Though this case arises from activity that occurred prior to Cleveland Clinic’s involvement, the announcement comes at a time when Cleveland Clinic, among many other hospital providers, is facing heightened judicial scrutiny
of their billing practices.
The lawsuit filed by Brouse’s attorney, Warner Mendenhall, alleged that between 2010 and 2016 Akron provided improper payments to physicians in exchange for referring Medicare and Medicaid patients to services within its health system and then illegally billed Medicare for those patients’ care, purportedly in violation of the Anti-Kickback Statute, the Physician Self-Referral Law, and the False Claims Act.

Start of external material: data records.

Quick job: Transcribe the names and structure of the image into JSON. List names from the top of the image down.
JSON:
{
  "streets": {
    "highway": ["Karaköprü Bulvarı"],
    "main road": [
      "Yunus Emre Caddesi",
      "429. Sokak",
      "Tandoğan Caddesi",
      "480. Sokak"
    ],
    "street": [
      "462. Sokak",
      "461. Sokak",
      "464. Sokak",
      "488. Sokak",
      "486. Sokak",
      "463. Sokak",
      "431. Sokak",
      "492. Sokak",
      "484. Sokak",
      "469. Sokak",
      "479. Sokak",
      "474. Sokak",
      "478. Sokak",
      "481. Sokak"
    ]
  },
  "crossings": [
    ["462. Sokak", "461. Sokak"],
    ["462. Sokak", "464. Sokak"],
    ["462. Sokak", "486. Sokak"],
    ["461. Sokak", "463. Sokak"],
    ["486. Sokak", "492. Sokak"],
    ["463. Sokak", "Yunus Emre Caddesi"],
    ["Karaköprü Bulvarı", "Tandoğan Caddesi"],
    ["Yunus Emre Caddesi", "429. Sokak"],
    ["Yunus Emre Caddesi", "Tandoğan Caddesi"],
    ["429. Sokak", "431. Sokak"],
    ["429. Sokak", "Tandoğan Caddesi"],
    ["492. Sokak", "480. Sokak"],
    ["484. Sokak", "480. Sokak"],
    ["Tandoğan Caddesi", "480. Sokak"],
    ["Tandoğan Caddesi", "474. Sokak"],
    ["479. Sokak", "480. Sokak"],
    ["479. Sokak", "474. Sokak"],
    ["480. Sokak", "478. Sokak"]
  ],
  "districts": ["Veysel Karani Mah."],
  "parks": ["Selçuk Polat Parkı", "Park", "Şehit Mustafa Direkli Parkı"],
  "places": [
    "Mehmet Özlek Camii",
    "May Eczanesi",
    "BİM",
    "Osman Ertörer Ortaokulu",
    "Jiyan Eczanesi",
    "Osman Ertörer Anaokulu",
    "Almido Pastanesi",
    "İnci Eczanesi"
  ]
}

The Physician Self-Referral Law, AKA the Stark Law
, prohibits referrals between healthcare providers who share in a financial relationship unless the situation falls under one of many enumerated exceptions. In recent years, the law has received renewed criticism for causing uncertainty regarding compliance
and barriers to efficient disbursement of healthcare services.
In perhaps partial acknowledgement of such concerns, in order to help ameliorate pandemic-induced strain on the healthcare system, in March of 2020 CMS issued blanket waivers
exempting providers from 18 specific provisions of the law as long as the regulated activity falls under one of several COVID-19 related purposes.